(Supplied data)
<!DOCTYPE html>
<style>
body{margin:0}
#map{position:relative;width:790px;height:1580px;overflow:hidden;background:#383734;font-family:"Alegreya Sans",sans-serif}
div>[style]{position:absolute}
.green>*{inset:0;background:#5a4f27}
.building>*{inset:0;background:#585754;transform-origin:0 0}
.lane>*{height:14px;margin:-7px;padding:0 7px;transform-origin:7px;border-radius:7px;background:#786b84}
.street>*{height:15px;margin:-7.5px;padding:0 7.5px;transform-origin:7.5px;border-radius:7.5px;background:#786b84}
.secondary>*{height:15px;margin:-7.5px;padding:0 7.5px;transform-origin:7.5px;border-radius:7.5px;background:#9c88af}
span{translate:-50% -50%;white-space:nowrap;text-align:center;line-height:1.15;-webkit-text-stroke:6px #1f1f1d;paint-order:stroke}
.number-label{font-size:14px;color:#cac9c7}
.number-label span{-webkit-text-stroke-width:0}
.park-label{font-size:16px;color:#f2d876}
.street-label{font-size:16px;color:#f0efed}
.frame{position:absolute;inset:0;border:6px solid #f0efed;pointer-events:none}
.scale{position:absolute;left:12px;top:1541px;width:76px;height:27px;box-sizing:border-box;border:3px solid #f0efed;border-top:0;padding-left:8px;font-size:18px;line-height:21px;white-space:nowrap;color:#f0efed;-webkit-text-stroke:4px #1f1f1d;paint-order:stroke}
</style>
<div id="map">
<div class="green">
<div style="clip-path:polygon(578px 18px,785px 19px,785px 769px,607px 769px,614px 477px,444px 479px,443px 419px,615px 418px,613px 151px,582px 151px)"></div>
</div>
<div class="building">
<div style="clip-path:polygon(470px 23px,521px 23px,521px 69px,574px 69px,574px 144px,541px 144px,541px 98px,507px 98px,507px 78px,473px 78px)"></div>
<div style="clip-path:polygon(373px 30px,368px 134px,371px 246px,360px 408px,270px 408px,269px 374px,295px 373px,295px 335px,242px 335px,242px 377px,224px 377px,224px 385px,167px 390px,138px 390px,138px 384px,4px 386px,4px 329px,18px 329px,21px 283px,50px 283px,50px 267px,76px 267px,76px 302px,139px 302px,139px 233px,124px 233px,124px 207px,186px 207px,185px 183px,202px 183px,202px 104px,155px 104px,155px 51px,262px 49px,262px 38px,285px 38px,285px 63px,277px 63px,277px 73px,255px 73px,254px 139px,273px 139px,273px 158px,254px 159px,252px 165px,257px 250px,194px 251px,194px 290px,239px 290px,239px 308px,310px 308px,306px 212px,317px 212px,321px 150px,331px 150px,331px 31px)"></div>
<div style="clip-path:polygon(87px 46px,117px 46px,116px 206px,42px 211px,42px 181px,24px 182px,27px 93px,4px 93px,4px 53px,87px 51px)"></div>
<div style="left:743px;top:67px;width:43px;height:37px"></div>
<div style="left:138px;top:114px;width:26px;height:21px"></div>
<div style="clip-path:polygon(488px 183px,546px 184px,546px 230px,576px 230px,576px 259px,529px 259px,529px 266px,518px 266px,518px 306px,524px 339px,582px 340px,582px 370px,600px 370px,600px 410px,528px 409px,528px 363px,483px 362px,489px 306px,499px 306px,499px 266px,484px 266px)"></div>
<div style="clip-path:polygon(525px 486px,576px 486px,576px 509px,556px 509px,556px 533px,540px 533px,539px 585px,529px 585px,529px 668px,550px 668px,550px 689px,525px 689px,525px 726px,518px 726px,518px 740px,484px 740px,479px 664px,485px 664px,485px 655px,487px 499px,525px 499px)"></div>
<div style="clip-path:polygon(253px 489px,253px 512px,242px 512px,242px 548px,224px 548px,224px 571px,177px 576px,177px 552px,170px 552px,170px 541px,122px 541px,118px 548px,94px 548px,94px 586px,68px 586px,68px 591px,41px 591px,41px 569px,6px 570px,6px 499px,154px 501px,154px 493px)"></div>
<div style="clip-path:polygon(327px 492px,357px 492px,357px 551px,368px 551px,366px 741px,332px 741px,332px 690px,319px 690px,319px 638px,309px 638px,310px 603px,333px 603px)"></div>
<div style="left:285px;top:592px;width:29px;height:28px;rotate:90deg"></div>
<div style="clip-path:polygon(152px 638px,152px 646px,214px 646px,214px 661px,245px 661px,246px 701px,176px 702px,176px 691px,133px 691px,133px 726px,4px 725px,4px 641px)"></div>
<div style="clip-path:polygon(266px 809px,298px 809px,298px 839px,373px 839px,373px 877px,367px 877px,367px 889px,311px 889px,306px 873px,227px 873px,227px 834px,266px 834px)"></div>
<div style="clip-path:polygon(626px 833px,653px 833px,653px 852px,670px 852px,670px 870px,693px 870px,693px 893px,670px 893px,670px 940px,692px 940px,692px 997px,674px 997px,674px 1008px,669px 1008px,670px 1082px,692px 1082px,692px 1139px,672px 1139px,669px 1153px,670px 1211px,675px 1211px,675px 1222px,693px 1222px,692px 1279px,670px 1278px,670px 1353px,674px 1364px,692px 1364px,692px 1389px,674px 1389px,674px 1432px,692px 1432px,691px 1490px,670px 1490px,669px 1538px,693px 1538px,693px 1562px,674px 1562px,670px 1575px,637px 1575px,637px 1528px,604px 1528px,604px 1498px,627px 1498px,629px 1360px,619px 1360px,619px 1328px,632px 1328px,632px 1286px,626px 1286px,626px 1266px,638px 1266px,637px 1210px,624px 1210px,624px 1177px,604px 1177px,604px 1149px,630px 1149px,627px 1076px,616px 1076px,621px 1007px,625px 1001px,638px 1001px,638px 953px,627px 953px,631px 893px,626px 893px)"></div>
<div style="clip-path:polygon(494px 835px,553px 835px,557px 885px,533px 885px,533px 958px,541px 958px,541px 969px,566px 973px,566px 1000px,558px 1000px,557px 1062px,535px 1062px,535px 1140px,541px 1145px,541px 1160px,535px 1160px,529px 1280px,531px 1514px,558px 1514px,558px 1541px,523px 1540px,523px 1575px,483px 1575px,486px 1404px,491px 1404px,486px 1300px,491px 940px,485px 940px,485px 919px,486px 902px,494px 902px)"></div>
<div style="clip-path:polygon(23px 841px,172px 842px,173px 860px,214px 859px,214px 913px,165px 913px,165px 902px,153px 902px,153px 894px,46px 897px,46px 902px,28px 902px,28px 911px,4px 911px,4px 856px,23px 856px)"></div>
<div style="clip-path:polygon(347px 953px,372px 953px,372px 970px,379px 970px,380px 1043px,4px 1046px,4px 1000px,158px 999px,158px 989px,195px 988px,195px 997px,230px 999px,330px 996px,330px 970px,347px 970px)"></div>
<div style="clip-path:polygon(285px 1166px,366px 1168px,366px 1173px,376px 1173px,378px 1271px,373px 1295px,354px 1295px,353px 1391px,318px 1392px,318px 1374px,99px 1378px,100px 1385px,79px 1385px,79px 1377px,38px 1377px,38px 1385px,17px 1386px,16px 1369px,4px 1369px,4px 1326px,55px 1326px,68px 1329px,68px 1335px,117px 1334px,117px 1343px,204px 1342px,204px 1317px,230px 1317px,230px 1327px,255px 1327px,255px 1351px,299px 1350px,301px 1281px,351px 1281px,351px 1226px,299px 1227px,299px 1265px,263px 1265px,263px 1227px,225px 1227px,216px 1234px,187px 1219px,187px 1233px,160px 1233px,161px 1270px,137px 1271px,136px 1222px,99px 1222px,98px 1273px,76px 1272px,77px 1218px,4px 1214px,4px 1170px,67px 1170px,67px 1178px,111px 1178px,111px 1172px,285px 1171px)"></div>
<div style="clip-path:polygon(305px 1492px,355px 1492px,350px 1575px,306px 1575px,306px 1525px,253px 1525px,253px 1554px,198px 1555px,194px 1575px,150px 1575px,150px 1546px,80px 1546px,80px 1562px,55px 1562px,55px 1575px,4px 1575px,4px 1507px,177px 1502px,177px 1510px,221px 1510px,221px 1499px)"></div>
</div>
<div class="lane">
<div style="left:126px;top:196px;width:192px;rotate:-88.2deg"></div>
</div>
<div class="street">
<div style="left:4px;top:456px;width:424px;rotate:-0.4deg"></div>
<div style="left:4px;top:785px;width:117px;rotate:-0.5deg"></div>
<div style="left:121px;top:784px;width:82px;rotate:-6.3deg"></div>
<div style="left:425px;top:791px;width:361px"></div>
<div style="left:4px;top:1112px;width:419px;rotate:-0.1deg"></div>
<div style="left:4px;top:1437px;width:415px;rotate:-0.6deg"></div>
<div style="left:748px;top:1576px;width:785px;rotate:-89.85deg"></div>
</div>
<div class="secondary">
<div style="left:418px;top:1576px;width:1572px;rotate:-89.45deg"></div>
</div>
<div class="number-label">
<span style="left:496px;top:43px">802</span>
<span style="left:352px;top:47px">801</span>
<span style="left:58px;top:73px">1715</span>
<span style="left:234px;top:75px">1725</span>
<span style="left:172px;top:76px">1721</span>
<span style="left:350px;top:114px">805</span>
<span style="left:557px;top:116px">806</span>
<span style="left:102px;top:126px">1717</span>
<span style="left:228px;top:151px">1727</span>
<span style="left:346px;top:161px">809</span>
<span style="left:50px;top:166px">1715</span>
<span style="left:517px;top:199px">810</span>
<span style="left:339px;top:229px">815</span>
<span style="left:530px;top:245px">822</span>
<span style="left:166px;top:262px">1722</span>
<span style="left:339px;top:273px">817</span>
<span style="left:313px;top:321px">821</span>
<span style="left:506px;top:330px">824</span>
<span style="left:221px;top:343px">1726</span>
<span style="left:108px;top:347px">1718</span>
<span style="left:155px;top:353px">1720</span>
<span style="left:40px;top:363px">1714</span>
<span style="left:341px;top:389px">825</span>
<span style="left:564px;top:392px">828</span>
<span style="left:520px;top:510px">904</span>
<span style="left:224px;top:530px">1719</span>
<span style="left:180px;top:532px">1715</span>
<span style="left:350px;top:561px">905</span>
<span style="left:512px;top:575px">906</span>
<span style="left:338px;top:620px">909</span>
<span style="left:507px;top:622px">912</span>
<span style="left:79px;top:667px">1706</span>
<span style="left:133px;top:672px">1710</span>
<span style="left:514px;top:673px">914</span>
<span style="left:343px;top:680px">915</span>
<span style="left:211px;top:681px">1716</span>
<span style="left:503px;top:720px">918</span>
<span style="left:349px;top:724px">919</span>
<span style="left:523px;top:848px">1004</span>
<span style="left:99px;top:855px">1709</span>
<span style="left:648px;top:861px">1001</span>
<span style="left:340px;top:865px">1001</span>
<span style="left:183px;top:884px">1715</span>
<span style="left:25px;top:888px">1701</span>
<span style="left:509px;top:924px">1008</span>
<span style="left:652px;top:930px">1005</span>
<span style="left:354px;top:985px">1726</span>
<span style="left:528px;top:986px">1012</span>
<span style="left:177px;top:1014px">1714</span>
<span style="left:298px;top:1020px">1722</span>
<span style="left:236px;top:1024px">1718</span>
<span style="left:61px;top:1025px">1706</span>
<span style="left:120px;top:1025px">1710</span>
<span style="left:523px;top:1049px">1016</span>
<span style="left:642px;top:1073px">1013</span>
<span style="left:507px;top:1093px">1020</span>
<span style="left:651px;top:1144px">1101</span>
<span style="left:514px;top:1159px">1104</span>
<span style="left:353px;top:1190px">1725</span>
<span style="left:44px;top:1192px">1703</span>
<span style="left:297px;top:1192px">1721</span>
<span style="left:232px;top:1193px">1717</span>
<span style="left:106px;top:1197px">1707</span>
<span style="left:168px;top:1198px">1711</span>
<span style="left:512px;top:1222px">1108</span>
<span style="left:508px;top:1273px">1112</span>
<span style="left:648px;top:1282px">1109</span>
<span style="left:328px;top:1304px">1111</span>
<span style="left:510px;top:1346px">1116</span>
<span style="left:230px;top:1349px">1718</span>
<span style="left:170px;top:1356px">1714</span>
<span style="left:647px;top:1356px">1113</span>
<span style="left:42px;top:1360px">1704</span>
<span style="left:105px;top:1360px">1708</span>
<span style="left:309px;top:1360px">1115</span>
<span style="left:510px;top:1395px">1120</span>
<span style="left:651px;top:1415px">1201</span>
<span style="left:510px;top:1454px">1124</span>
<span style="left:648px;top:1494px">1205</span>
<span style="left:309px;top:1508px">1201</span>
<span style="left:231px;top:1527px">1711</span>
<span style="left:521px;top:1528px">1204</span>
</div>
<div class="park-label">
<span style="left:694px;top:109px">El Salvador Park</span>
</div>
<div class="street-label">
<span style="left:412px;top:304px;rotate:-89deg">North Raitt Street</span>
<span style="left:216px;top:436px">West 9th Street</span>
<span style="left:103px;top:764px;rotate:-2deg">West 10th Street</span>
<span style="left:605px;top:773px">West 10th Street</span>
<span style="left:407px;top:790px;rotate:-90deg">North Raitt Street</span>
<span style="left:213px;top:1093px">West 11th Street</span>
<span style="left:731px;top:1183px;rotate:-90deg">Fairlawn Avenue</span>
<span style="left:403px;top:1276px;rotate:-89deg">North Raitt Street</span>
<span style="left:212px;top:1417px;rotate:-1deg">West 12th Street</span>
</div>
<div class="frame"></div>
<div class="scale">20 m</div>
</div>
(End Supplied data)
◆ Your assignment
Your answer should consist of the lines above that hold the word "West".

◆ Expected output
<span style="left:216px;top:436px">West 9th Street</span>
<span style="left:103px;top:764px;rotate:-2deg">West 10th Street</span>
<span style="left:605px;top:773px">West 10th Street</span>
<span style="left:213px;top:1093px">West 11th Street</span>
<span style="left:212px;top:1417px;rotate:-1deg">West 12th Street</span>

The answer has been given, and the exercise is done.